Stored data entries
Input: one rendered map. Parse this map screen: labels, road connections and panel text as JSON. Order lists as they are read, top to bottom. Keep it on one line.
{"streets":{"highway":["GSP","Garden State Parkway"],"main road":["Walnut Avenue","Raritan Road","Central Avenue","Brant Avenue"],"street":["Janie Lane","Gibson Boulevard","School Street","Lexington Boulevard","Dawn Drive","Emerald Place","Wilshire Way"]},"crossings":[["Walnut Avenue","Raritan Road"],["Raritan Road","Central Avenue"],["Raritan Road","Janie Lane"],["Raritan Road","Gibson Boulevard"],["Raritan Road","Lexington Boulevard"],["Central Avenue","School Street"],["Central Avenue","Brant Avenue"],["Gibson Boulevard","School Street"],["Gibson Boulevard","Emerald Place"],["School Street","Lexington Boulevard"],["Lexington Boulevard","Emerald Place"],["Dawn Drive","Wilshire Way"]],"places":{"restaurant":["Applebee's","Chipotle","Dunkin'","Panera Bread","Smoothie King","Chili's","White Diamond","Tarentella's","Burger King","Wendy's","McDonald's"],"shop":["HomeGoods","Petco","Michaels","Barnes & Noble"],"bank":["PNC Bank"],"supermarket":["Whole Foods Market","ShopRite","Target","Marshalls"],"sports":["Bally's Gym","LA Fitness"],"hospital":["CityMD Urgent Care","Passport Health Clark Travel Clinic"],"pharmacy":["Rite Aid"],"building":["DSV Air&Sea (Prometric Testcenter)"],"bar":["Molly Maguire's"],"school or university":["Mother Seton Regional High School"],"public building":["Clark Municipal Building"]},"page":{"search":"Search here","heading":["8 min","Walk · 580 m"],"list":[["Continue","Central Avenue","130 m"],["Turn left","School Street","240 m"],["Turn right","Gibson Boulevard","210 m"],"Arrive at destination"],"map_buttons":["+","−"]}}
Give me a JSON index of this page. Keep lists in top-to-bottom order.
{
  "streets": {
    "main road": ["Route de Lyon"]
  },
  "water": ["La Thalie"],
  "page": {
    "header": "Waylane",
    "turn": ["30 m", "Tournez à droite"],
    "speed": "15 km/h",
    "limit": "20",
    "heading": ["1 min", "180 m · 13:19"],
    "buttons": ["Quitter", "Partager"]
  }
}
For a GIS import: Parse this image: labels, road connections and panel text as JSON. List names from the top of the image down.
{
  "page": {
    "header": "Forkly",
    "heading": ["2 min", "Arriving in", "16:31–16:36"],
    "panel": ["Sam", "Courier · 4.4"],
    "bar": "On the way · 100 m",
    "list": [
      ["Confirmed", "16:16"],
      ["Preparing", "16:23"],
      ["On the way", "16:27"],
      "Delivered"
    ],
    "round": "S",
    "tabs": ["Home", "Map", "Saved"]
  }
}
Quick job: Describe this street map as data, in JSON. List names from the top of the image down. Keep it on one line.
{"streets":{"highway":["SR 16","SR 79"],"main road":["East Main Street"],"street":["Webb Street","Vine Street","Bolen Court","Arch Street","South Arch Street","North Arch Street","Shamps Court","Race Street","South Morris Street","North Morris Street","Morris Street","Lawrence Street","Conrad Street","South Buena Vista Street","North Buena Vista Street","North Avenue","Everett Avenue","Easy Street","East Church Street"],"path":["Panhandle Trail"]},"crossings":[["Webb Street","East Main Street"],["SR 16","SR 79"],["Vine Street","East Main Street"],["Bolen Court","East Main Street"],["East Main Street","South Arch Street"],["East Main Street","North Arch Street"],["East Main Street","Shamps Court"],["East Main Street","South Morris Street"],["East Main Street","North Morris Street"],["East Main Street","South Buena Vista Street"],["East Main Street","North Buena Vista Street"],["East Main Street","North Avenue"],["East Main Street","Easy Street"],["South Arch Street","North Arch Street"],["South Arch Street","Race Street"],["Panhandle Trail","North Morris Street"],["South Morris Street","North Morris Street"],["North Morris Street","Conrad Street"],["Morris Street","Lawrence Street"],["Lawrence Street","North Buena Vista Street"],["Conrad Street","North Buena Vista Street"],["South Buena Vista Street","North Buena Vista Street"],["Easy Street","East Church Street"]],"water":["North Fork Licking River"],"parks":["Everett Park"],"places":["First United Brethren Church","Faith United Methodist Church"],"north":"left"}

• [EXERCISE PROMPT]: Restate every entry above exactly as it stands.

• [ANSWER TO THIS PROBLEM]:
Input: one rendered map. Parse this map screen: labels, road connections and panel text as JSON. Order lists as they are read, top to bottom. Keep it on one line.
{"streets":{"highway":["GSP","Garden State Parkway"],"main road":["Walnut Avenue","Raritan Road","Central Avenue","Brant Avenue"],"street":["Janie Lane","Gibson Boulevard","School Street","Lexington Boulevard","Dawn Drive","Emerald Place","Wilshire Way"]},"crossings":[["Walnut Avenue","Raritan Road"],["Raritan Road","Central Avenue"],["Raritan Road","Janie Lane"],["Raritan Road","Gibson Boulevard"],["Raritan Road","Lexington Boulevard"],["Central Avenue","School Street"],["Central Avenue","Brant Avenue"],["Gibson Boulevard","School Street"],["Gibson Boulevard","Emerald Place"],["School Street","Lexington Boulevard"],["Lexington Boulevard","Emerald Place"],["Dawn Drive","Wilshire Way"]],"places":{"restaurant":["Applebee's","Chipotle","Dunkin'","Panera Bread","Smoothie King","Chili's","White Diamond","Tarentella's","Burger King","Wendy's","McDonald's"],"shop":["HomeGoods","Petco","Michaels","Barnes & Noble"],"bank":["PNC Bank"],"supermarket":["Whole Foods Market","ShopRite","Target","Marshalls"],"sports":["Bally's Gym","LA Fitness"],"hospital":["CityMD Urgent Care","Passport Health Clark Travel Clinic"],"pharmacy":["Rite Aid"],"building":["DSV Air&Sea (Prometric Testcenter)"],"bar":["Molly Maguire's"],"school or university":["Mother Seton Regional High School"],"public building":["Clark Municipal Building"]},"page":{"search":"Search here","heading":["8 min","Walk · 580 m"],"list":[["Continue","Central Avenue","130 m"],["Turn left","School Street","240 m"],["Turn right","Gibson Boulevard","210 m"],"Arrive at destination"],"map_buttons":["+","−"]}}
Give me a JSON index of this page. Keep lists in top-to-bottom order.
{
  "streets": {
    "main road": ["Route de Lyon"]
  },
  "water": ["La Thalie"],
  "page": {
    "header": "Waylane",
    "turn": ["30 m", "Tournez à droite"],
    "speed": "15 km/h",
    "limit": "20",
    "heading": ["1 min", "180 m · 13:19"],
    "buttons": ["Quitter", "Partager"]
  }
}
For a GIS import: Parse this image: labels, road connections and panel text as JSON. List names from the top of the image down.
{
  "page": {
    "header": "Forkly",
    "heading": ["2 min", "Arriving in", "16:31–16:36"],
    "panel": ["Sam", "Courier · 4.4"],
    "bar": "On the way · 100 m",
    "list": [
      ["Confirmed", "16:16"],
      ["Preparing", "16:23"],
      ["On the way", "16:27"],
      "Delivered"
    ],
    "round": "S",
    "tabs": ["Home", "Map", "Saved"]
  }
}
Quick job: Describe this street map as data, in JSON. List names from the top of the image down. Keep it on one line.
{"streets":{"highway":["SR 16","SR 79"],"main road":["East Main Street"],"street":["Webb Street","Vine Street","Bolen Court","Arch Street","South Arch Street","North Arch Street","Shamps Court","Race Street","South Morris Street","North Morris Street","Morris Street","Lawrence Street","Conrad Street","South Buena Vista Street","North Buena Vista Street","North Avenue","Everett Avenue","Easy Street","East Church Street"],"path":["Panhandle Trail"]},"crossings":[["Webb Street","East Main Street"],["SR 16","SR 79"],["Vine Street","East Main Street"],["Bolen Court","East Main Street"],["East Main Street","South Arch Street"],["East Main Street","North Arch Street"],["East Main Street","Shamps Court"],["East Main Street","South Morris Street"],["East Main Street","North Morris Street"],["East Main Street","South Buena Vista Street"],["East Main Street","North Buena Vista Street"],["East Main Street","North Avenue"],["East Main Street","Easy Street"],["South Arch Street","North Arch Street"],["South Arch Street","Race Street"],["Panhandle Trail","North Morris Street"],["South Morris Street","North Morris Street"],["North Morris Street","Conrad Street"],["Morris Street","Lawrence Street"],["Lawrence Street","North Buena Vista Street"],["Conrad Street","North Buena Vista Street"],["South Buena Vista Street","North Buena Vista Street"],["Easy Street","East Church Street"]],"water":["North Fork Licking River"],"parks":["Everett Park"],"places":["First United Brethren Church","Faith United Methodist Church"],"north":"left"}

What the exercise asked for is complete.